(Your assignment) Count the lines below with the string "html" in them. Only the number should be given.

(Data provided)
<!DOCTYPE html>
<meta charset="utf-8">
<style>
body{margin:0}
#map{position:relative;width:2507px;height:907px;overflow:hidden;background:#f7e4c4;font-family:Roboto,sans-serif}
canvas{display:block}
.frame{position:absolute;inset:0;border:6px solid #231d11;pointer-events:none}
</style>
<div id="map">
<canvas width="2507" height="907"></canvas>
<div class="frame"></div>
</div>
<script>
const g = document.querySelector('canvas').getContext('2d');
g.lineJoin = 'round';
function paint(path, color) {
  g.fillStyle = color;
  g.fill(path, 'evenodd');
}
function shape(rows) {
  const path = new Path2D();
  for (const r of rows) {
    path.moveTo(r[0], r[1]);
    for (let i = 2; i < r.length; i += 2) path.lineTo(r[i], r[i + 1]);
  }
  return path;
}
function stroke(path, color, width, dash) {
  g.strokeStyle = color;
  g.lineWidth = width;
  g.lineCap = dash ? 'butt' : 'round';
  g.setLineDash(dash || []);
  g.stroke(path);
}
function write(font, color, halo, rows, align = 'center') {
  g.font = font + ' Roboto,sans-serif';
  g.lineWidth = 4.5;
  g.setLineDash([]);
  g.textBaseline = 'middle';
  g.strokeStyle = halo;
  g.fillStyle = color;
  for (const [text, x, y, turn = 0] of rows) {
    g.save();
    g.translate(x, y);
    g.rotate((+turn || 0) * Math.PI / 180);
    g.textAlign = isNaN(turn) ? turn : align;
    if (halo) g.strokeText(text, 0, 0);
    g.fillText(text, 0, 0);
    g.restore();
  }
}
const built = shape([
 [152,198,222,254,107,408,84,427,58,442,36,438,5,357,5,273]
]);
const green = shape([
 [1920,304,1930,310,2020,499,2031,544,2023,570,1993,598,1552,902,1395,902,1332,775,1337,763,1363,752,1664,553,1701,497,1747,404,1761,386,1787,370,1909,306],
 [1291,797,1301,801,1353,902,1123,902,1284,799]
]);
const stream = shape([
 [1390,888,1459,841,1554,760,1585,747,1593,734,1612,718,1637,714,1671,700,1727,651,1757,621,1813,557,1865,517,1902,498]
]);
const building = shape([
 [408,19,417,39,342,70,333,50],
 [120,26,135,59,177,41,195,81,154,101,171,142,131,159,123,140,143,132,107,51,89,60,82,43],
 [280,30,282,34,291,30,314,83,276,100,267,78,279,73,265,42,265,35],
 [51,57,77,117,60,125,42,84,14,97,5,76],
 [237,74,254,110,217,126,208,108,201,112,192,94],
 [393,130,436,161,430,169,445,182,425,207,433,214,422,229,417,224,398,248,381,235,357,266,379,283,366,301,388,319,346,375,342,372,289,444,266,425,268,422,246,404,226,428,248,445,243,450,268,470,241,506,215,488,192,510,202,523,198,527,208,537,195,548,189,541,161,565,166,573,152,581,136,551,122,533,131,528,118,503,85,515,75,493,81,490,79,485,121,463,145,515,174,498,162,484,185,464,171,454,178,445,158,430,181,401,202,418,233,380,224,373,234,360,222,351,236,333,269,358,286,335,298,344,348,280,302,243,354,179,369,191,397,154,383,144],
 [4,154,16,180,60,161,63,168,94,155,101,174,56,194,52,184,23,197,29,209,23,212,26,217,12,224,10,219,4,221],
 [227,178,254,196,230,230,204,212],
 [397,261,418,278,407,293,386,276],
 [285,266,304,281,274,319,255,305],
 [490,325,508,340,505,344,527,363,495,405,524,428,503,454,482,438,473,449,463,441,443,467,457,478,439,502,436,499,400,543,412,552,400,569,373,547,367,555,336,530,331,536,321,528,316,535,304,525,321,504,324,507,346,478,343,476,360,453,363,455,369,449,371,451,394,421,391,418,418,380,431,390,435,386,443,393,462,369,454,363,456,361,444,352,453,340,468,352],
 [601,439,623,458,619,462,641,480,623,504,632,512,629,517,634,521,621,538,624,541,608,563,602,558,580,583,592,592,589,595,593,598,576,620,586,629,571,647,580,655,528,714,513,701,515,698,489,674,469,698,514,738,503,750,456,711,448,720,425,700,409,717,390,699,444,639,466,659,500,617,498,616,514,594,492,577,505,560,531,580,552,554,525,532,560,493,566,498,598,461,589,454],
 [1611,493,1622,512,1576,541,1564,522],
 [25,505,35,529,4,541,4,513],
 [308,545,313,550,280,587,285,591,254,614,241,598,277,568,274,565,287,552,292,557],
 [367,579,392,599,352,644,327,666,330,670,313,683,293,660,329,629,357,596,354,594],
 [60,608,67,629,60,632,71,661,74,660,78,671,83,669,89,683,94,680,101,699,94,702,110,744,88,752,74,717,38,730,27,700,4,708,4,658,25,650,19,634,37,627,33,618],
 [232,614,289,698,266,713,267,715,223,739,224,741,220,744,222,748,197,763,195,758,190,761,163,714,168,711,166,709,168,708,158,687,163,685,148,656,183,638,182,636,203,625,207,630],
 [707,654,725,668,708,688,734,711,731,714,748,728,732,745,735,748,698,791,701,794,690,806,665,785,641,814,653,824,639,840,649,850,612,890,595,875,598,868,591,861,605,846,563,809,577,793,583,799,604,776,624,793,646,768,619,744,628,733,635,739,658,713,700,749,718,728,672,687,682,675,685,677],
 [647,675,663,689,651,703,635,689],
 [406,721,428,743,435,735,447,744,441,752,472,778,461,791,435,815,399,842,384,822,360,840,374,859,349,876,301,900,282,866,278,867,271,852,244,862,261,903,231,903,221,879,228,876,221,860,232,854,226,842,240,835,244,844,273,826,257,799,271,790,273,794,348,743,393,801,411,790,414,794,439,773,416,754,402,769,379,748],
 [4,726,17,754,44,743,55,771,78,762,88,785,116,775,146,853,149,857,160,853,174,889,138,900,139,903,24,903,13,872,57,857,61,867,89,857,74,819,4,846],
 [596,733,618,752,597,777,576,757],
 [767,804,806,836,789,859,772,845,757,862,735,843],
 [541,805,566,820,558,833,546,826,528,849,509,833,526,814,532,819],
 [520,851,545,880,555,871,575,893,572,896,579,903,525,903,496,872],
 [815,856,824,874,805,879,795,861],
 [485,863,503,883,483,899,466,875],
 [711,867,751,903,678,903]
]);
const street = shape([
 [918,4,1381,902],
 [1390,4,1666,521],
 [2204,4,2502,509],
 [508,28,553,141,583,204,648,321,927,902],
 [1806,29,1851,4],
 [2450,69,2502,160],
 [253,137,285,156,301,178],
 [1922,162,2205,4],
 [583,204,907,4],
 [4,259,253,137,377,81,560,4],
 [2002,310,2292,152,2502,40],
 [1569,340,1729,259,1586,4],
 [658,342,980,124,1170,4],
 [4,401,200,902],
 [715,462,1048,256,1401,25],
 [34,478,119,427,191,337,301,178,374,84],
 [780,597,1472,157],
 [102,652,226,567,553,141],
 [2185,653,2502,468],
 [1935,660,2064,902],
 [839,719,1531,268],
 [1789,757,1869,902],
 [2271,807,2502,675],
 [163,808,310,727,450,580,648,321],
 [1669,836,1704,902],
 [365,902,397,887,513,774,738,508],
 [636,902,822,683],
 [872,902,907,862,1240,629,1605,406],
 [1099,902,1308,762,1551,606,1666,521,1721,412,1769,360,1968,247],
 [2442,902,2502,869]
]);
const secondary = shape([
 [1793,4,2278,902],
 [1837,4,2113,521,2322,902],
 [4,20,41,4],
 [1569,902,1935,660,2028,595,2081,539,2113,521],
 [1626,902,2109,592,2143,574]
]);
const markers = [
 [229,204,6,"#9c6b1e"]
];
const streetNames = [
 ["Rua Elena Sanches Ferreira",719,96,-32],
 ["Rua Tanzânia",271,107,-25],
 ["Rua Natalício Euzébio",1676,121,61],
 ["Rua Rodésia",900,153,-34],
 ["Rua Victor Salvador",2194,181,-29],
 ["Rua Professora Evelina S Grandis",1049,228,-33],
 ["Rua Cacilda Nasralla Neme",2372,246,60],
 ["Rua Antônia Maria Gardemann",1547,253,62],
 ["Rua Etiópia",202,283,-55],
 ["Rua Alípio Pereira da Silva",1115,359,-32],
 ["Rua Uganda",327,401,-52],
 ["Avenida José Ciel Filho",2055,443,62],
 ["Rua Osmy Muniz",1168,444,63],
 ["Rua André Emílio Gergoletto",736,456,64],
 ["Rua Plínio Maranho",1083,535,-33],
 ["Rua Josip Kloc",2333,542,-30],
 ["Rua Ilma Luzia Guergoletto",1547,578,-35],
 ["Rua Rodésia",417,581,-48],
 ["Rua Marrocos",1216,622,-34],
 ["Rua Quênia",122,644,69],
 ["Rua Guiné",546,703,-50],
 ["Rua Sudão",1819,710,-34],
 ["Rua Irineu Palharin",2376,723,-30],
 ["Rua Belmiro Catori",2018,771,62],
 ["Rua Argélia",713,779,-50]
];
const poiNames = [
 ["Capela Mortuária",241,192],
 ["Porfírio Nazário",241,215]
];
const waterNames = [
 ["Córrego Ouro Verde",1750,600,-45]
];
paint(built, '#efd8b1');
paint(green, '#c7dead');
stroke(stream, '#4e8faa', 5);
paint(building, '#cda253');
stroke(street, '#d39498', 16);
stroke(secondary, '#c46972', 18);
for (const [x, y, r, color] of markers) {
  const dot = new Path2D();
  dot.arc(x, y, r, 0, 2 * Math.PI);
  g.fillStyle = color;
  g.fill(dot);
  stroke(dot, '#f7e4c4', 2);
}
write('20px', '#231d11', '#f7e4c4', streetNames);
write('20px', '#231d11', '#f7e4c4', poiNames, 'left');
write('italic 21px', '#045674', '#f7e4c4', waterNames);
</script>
...
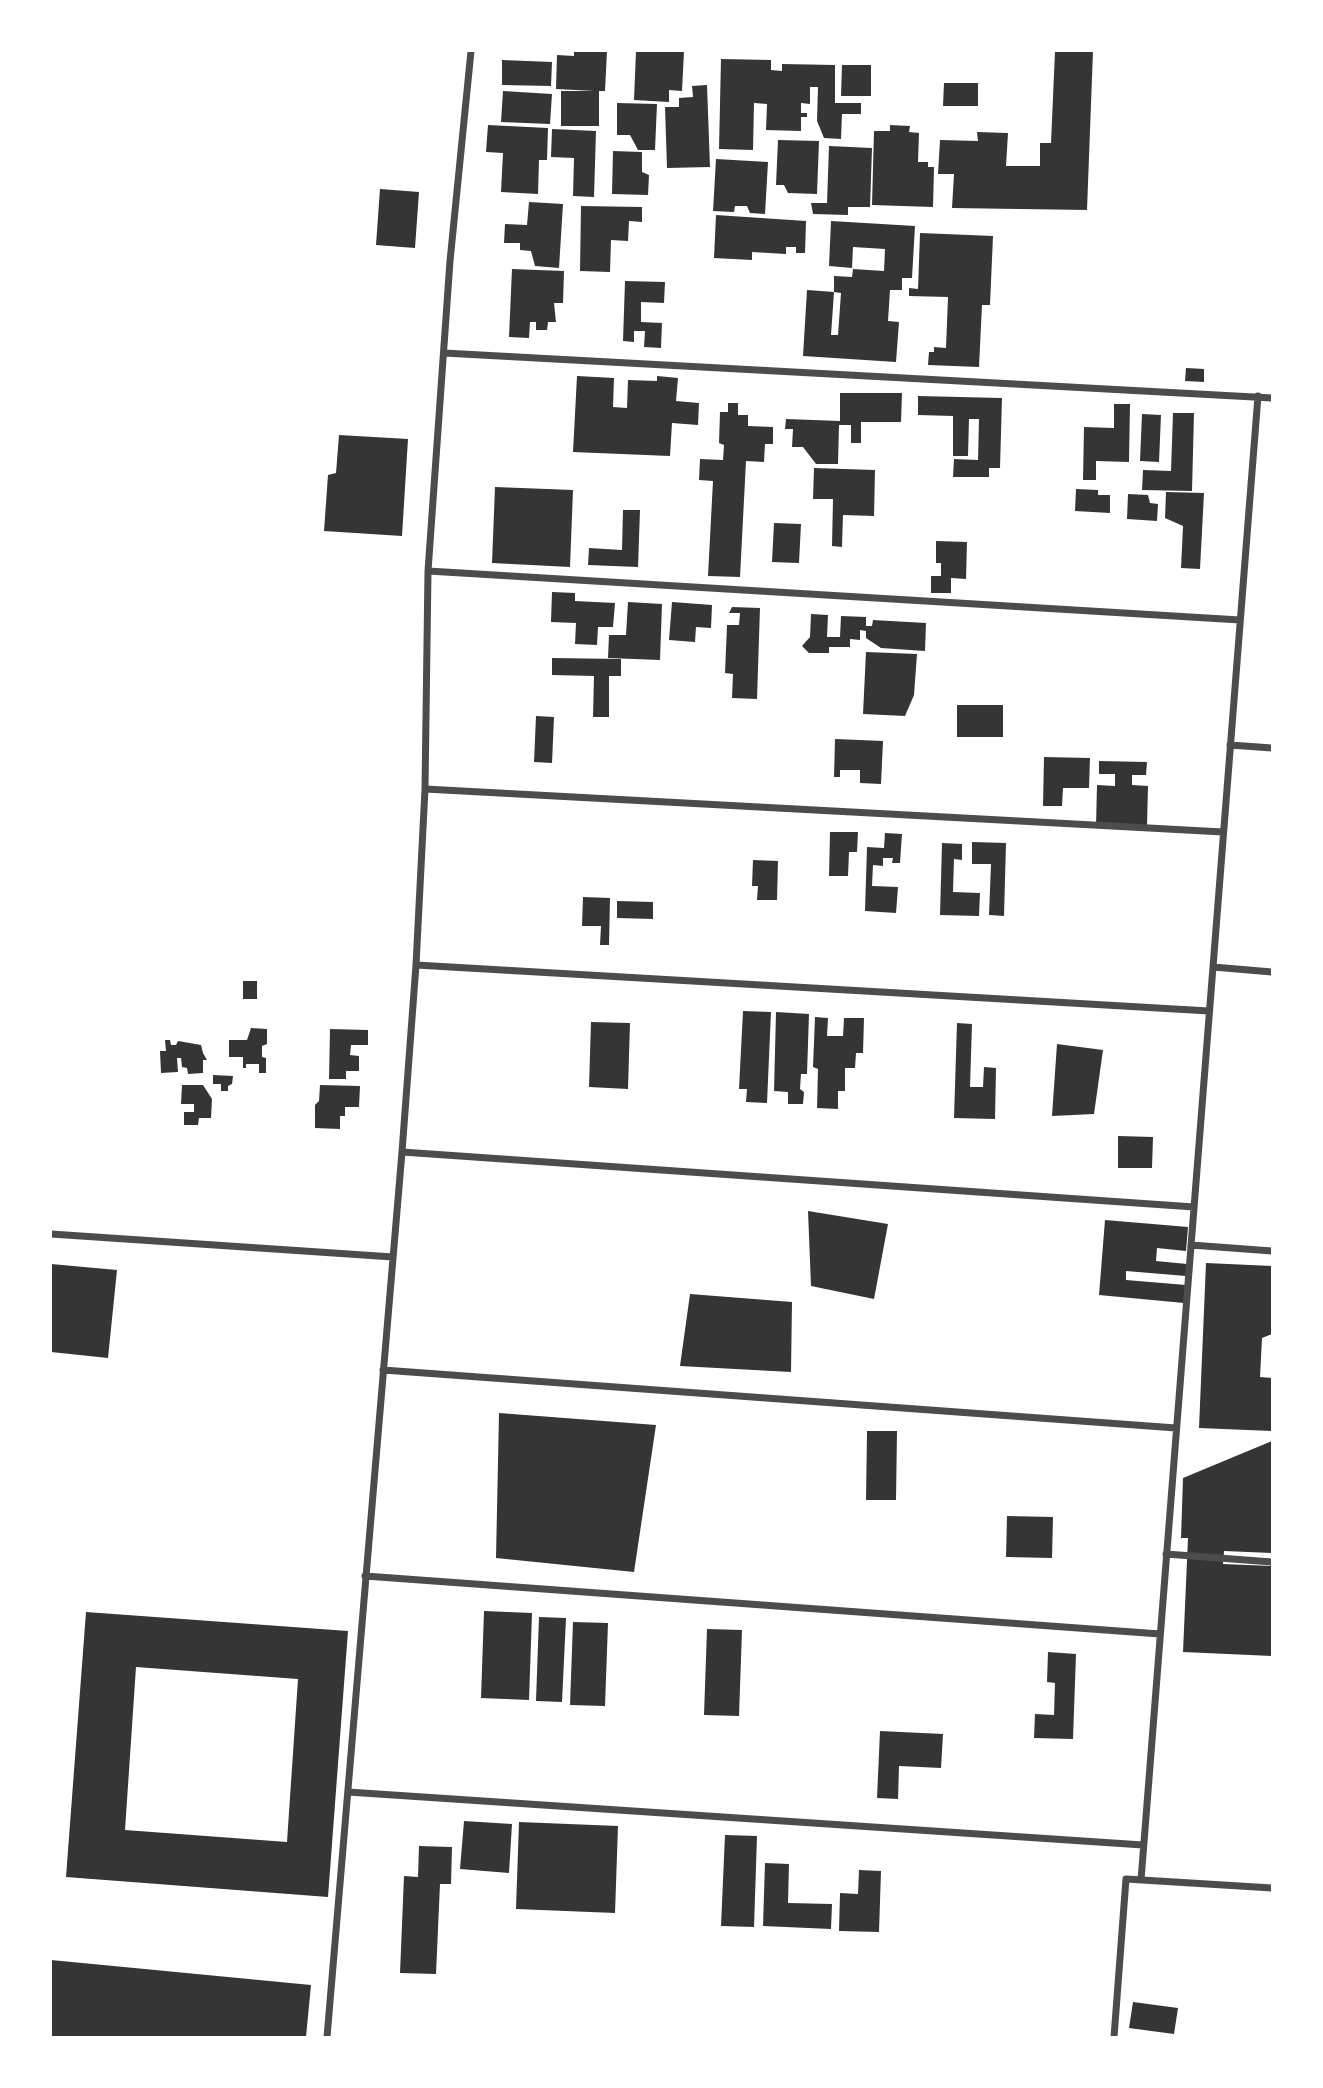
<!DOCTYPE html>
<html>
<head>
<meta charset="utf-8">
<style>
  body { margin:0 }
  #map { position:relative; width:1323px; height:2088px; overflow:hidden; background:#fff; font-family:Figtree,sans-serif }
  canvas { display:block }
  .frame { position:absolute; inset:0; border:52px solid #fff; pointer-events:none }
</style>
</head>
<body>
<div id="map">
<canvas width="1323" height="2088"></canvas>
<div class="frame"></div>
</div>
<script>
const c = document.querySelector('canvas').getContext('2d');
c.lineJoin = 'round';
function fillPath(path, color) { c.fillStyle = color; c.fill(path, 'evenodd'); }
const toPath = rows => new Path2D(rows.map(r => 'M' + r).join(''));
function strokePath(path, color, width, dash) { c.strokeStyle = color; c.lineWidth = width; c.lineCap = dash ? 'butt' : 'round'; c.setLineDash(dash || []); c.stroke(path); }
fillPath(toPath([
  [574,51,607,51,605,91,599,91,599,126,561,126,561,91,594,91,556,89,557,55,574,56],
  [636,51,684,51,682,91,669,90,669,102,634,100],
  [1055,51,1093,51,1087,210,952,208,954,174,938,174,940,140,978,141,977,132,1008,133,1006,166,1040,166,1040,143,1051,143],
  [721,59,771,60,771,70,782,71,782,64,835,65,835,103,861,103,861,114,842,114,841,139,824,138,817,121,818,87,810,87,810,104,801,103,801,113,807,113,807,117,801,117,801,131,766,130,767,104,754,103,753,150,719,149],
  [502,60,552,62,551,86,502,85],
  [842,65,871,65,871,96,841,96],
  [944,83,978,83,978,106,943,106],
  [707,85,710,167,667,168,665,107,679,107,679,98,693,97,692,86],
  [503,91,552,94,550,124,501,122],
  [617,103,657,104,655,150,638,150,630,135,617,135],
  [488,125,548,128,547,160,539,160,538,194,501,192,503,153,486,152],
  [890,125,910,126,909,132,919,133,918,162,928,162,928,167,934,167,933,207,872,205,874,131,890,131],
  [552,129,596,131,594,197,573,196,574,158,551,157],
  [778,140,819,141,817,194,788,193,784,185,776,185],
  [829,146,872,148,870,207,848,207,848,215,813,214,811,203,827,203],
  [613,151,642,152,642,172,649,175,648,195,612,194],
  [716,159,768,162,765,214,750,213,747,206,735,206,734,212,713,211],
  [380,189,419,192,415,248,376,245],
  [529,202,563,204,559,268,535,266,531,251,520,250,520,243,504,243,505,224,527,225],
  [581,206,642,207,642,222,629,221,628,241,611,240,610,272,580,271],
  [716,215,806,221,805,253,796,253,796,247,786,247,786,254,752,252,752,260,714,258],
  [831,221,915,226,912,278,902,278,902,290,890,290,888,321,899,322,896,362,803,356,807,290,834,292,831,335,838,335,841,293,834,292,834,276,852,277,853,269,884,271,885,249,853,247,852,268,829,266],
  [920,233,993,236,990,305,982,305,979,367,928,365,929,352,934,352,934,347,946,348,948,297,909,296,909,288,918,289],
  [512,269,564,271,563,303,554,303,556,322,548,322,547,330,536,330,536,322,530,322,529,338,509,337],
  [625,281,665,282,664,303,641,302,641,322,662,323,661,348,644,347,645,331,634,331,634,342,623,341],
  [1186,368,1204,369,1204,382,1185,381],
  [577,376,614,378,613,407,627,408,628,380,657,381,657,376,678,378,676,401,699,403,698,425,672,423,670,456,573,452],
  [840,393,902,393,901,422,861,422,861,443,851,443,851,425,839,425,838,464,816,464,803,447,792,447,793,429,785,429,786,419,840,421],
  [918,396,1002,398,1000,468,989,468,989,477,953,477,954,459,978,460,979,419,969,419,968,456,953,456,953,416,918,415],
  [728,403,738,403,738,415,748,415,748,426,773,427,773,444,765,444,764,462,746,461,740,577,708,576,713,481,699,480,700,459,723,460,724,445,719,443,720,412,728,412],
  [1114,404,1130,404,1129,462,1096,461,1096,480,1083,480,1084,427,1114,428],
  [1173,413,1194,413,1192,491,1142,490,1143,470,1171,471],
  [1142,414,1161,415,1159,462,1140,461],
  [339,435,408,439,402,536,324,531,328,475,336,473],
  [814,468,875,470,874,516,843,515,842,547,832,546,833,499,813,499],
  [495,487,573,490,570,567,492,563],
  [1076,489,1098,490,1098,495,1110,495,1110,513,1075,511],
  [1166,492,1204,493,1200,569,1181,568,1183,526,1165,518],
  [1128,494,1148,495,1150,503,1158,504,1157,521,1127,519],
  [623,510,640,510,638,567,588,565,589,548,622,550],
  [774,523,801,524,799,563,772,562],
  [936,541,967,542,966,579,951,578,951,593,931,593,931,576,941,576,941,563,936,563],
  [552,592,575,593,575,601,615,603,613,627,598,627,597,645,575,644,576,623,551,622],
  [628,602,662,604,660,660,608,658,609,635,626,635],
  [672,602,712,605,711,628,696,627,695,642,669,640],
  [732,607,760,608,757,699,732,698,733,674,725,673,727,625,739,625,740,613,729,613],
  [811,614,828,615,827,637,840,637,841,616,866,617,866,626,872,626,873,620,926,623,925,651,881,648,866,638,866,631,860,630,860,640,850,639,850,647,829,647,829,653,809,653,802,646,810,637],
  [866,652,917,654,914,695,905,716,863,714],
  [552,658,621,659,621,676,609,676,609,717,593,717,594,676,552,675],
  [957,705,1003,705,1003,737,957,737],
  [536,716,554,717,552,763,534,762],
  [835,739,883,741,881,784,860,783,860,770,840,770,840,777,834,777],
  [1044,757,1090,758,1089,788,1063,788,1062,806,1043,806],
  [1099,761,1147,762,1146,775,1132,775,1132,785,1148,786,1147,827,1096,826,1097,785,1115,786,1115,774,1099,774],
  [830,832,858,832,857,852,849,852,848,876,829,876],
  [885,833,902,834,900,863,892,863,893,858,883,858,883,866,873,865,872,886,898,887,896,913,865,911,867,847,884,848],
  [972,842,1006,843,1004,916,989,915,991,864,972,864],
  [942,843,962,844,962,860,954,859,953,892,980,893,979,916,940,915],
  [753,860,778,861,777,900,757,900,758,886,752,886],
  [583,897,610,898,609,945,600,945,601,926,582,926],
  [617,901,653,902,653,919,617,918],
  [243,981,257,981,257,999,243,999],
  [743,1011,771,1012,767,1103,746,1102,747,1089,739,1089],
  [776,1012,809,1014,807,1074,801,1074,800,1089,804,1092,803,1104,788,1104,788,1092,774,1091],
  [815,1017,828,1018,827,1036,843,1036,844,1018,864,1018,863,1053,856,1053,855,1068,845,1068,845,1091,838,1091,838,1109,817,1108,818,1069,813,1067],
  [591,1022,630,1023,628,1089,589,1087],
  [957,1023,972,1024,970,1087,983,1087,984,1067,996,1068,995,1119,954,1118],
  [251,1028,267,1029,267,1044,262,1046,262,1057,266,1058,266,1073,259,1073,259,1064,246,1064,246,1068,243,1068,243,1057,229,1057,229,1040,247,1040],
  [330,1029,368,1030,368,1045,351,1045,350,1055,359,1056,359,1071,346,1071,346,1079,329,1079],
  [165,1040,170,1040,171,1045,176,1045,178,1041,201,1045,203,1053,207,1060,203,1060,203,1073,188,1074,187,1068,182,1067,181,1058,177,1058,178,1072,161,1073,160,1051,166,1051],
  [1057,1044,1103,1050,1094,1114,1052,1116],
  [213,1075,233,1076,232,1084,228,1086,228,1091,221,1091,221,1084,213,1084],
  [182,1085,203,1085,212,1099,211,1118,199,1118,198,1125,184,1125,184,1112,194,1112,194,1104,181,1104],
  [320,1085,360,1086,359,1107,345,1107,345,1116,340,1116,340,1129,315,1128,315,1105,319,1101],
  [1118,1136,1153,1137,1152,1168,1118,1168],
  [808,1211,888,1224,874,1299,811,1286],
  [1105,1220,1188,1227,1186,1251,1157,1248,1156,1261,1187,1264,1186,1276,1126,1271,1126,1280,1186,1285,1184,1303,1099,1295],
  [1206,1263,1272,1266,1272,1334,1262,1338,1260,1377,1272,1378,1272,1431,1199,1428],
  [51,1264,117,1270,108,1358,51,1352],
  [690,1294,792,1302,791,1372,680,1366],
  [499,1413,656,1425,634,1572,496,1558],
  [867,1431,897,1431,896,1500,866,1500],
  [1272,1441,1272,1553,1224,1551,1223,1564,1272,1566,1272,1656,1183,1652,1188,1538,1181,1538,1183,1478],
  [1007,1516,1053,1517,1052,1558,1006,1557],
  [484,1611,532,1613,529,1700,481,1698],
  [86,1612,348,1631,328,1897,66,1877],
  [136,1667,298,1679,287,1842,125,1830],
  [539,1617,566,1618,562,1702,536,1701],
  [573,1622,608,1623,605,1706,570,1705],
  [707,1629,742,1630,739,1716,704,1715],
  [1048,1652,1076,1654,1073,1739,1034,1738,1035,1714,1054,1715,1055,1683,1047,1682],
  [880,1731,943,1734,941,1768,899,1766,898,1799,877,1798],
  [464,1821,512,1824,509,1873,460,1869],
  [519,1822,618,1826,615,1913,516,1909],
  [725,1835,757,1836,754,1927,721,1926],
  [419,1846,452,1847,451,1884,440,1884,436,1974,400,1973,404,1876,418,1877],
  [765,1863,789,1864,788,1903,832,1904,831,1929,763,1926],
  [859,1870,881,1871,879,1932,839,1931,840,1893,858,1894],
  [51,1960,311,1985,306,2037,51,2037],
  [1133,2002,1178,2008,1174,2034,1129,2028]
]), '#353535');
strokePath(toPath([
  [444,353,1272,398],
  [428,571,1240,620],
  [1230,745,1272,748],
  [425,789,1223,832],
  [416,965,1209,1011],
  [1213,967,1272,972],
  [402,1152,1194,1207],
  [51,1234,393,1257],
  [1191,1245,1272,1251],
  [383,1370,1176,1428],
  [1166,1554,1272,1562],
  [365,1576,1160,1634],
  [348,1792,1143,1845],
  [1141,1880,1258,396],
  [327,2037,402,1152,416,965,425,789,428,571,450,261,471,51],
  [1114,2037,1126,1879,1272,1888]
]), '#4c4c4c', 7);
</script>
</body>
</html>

(Answer space) 4